Required action
Please write out exactly the lines that begin at the line containing "Task: Summarize the" and run to the end of the records.

Supplied data
------------------------------------------------------------------------
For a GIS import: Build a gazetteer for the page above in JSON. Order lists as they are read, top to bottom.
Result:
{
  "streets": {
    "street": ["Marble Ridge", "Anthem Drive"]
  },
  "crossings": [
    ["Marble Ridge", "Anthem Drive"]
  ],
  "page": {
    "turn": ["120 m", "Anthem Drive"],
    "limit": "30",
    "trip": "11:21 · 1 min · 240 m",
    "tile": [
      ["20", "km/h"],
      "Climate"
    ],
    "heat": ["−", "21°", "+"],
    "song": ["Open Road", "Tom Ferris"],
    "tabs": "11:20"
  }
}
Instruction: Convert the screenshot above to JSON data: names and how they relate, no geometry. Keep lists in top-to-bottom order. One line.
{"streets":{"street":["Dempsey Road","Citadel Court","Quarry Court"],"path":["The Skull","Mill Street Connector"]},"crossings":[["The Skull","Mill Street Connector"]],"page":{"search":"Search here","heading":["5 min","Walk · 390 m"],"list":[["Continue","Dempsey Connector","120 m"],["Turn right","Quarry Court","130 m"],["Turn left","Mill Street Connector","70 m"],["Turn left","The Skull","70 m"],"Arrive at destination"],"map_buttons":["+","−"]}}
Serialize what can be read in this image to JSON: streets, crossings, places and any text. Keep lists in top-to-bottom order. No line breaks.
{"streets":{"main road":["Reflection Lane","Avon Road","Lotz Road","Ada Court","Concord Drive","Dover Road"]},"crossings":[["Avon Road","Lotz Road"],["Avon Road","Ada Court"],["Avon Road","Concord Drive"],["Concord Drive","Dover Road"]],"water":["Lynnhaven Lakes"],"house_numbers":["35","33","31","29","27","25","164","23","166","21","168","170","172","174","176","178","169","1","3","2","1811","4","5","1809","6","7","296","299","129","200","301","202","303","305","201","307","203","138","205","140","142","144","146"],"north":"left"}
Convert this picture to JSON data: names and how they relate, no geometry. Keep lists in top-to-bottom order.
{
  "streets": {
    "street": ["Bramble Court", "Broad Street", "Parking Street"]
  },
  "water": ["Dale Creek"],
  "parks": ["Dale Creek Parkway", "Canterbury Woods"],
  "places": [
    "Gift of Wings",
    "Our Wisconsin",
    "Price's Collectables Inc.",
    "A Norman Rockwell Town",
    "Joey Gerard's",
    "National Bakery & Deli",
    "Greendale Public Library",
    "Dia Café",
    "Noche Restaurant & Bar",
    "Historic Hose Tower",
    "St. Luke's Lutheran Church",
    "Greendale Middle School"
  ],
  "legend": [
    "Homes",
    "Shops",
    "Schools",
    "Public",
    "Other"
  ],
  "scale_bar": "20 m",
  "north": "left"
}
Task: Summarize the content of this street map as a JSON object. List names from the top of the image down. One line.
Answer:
------------------------------------------------------------------------
Result of the task
Task: Summarize the content of this street map as a JSON object. List names from the top of the image down. One line.
Answer:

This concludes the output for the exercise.